The current analysis of the variable brightness of cepheids with space telescopes such as the Hubble, along with other direct observations of objects in our cosmic environment and more distant supernovae, indicate that the H0 value is approximately 73.9 kilometres per second per megaparsec (an astronomical unit equivalent to about 3.26 million light years).
However, measurements based on the early Universe provide an average H0 value of 67.4 km/s/Mpc. These other records, obtained with data from the European Space Agency's Planck Satellite and other instruments, are obtained indirectly on the basis of the success of the standard cosmological model (Lambda-CDM model) ...

I thought I could learn more about these different methods from wikipedia, but the age of the universe article only talks about the Planck data and WMAP, and an age ~ 13.7B years. The wiki talk page does have a section that refers to the Hubble's Law page, which does talk about different methods and history, but also says

More recent measurements from the Planck mission published in 2018 indicate a lower value of 67.66±0.42% although, even more recently, in March 2019, a higher value of 74.03±1.42% has been determined using an improved procedure involving the Hubble Space Telescope.[60] The two measurements disagree at the 4.4σ level, beyond a plausible level of chance.[61] The resolution to this disagreement is an ongoing area of research.[62]

So why is the Planck/WMAP estimate of the age of the universe preferred over similar alternatives, such as estimates based on Hubble observations?
 A: *

*Hubble observations can only produce a local measurement of Hubble
constant $H_0$. The cosmic ladders such as cepheids and supernovae
are used to arrive at the Hubble parameter $H(t)$ at low redshift. In other
words, Hubble observations only tell you the cosmic behavior of the recent
epoch. It's a snapshot of the universe in its adulthood, with beards and what not. 

*Planck Satellite observations determine cosmic parameters (6 of them) based the remnant signals emanating from the universe in its embryonic stage, such as Cosmic Microwave Background (CMB). It's a point-in-time picture of the universe when it's still a cute baby with chubby face. 


Two takeaways:


*

*Since Planck Satellite observations are interpreted in the context of $\Lambda CMD$ to reproduce the whole evolution history of the universe, one can impute the age of the universe as well as the current value of the Hubble parameter $H_0$. Nevertheless, one should bear in mind that these Planck results are model ($\Lambda CMD$) dependent.
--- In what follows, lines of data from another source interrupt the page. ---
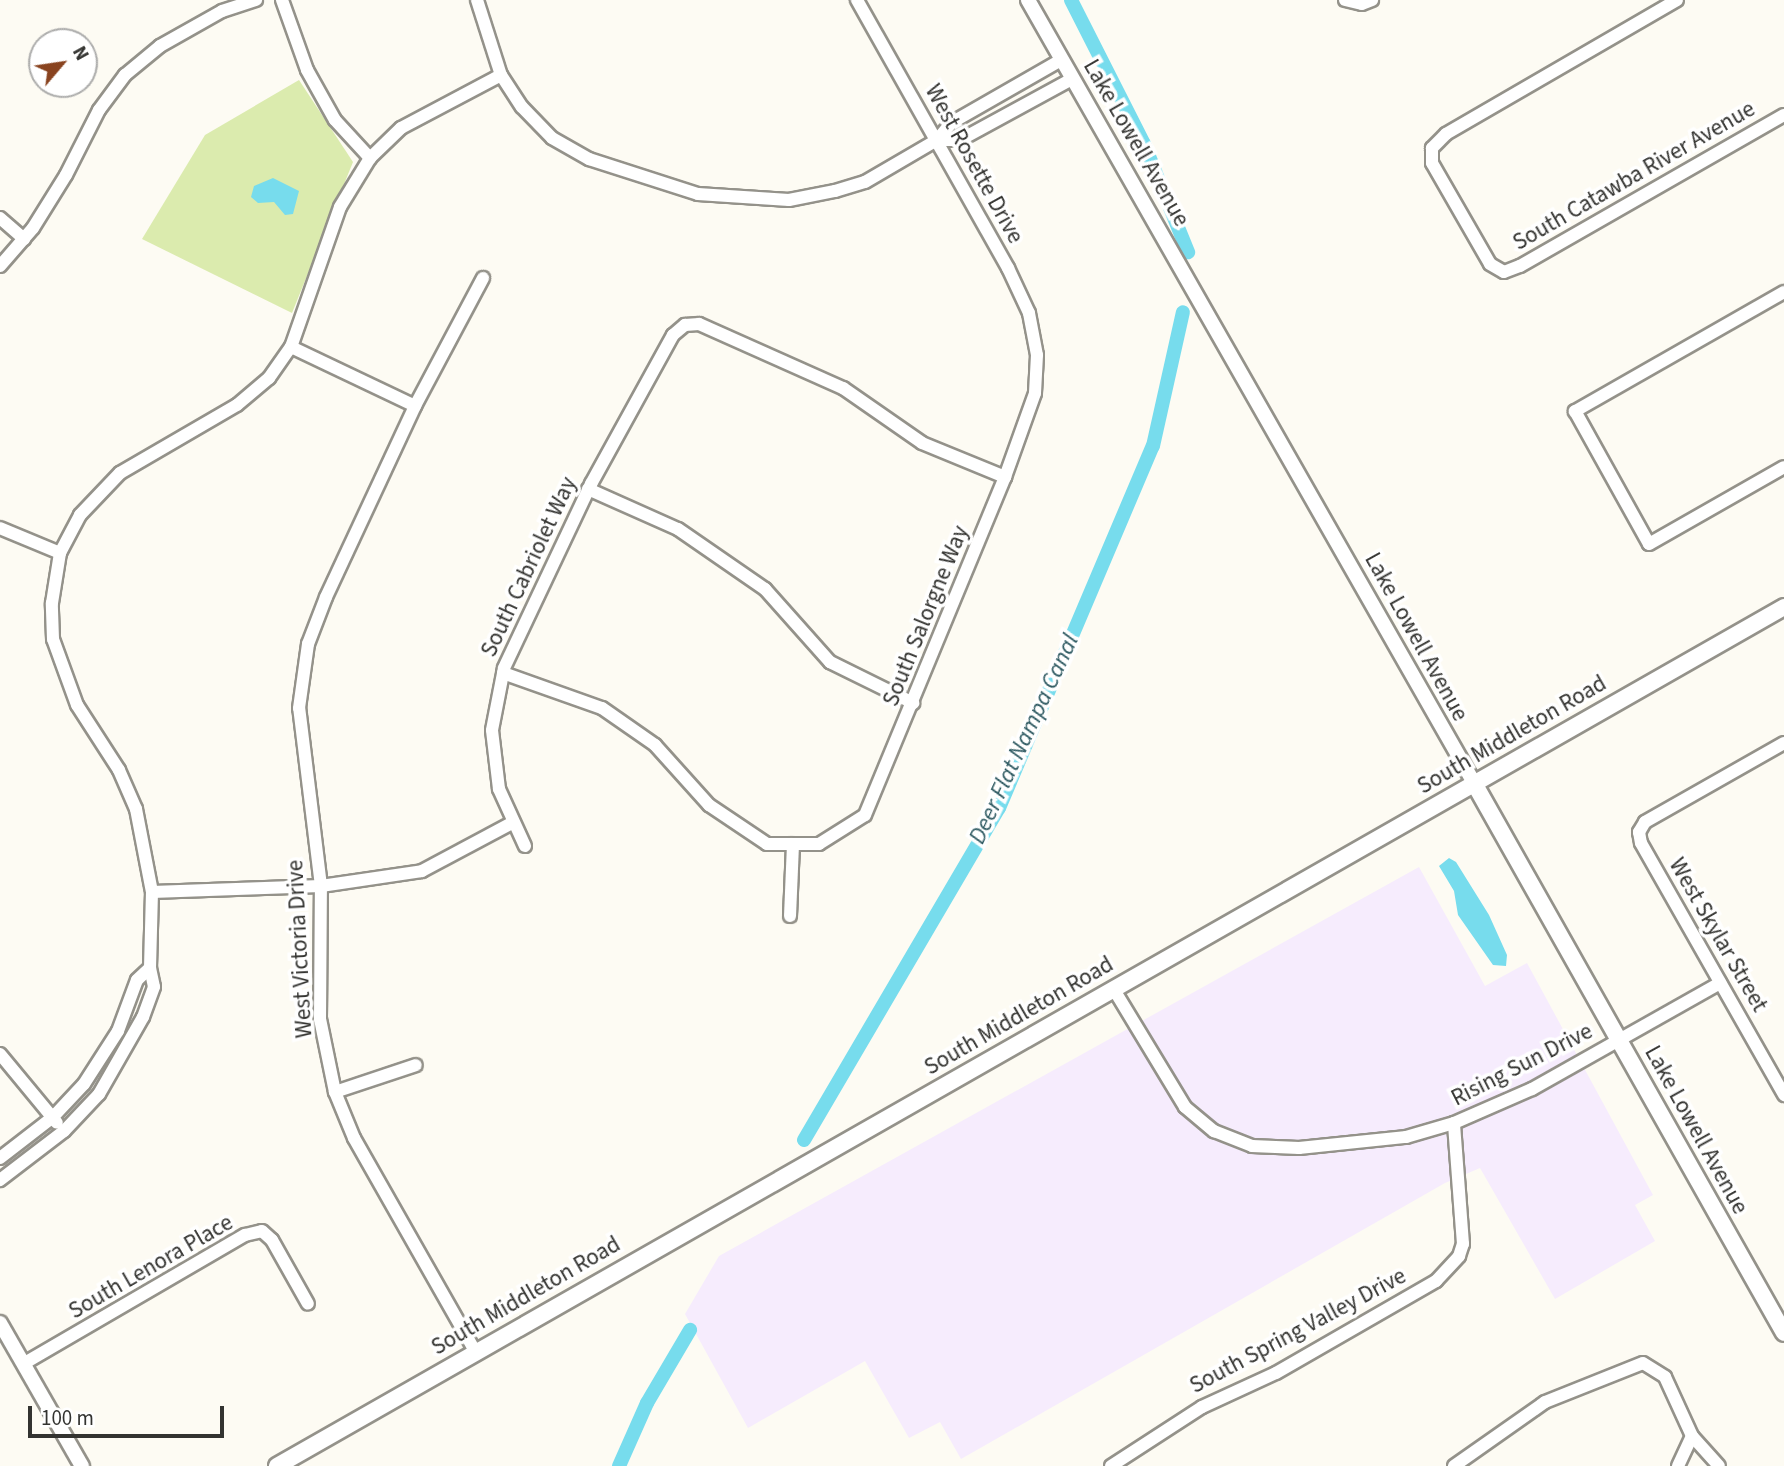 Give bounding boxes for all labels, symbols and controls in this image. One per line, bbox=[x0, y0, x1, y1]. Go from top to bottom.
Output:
north arrow bbox=[28, 28, 98, 98]
text: N bbox=[65, 41, 95, 66]
street label: Lake Lowell Avenue bbox=[1077, 55, 1195, 231]
street label: West Rosette Drive bbox=[919, 80, 1029, 248]
street label: South Catawba River Avenue bbox=[1508, 95, 1760, 257]
street label: South Cabriolet Way bbox=[475, 473, 583, 661]
street label: South Salorgne Way bbox=[877, 522, 975, 710]
street label: Lake Lowell Avenue bbox=[1358, 548, 1474, 726]
water label: Deer Flat Nampa Canal bbox=[963, 630, 1085, 848]
street label: South Middleton Road bbox=[1413, 670, 1611, 800]
street label: West Skylar Street bbox=[1663, 853, 1773, 1017]
street label: West Victoria Drive bbox=[282, 859, 318, 1039]
street label: South Middleton Road bbox=[920, 951, 1118, 1081]
street label: Rising Sun Drive bbox=[1447, 1018, 1597, 1112]
street label: Lake Lowell Avenue bbox=[1638, 1041, 1754, 1219]
street label: South Lenora Place bbox=[64, 1209, 238, 1325]
street label: South Middleton Road bbox=[427, 1231, 625, 1361]
street label: South Spring Valley Drive bbox=[1185, 1262, 1411, 1400]
scale bar bbox=[32, 1392, 228, 1436]
text: 100 m bbox=[41, 1403, 94, 1433]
Given the tightened error margin in cosmic ladder and CMB measurements, the $H_0$ tension between Hubble and Planck is most likely due to some defect in the standard cosmology model $\Lambda CMD$. Therefore the Planck-based estimation (in conjunction with $\Lambda CMD$) of the age of the universe is questionable.
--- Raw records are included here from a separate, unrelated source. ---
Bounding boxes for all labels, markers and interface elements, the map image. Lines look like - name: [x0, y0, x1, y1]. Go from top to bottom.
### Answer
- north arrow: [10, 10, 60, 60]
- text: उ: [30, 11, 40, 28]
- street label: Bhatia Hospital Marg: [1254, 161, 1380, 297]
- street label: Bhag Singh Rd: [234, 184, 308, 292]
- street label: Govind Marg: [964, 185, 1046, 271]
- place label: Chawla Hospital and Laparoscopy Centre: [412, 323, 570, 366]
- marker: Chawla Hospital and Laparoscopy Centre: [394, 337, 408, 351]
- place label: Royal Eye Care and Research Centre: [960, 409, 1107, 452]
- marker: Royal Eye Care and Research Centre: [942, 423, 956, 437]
*Hubble observations CAN be used to directly calculate the Hubble constant $H_0$ without resorting to any cosmological model such as the concordance model $\Lambda CMD$. However, without enlisting the aid from $\Lambda CMD$ (and the questionable $\Lambda CMD$ parameters sourced from Planck), Hubble observations alone are INCAPABLE of inferring the age of the Universe.


Is there any direct way of observing the age of the universe? Well, the estimation of the age of the old globular clusters might put a lower bound on the age of the universe, since the universe must be older than these globular clusters. As of yet, the observations of the age of the oldest globular clusters are inconclusive, with some of them MIGHT exceed the Planck-based estimation of age of the universe.
And this is where things stand with the wonderfully "accurate" standard cosmology. 
A: You have partly answered your own question. The Planck measurements are more precise. Moreover, it is generally assumed, perhaps wrongly, that the measurements based on the cosmic microwave background are subject to fewer systematic uncertainties than other methods.
You also need to think about how the age is derived. For that you need more than just the value of $H_0$. In particular you need estimates of the energy densities of matter and dark energy. These can come from the cosmic microwave background data alone and give the value of 13.8 billion years.
If $H_0$ from Planck and from other methods do not agree, then there is a problem with the measurements, cosmology, or both. But you can't really just adopt a different value of $H_0$ and then use the other cosmological parameters that are derived from the CMB to derive a new age (though people have).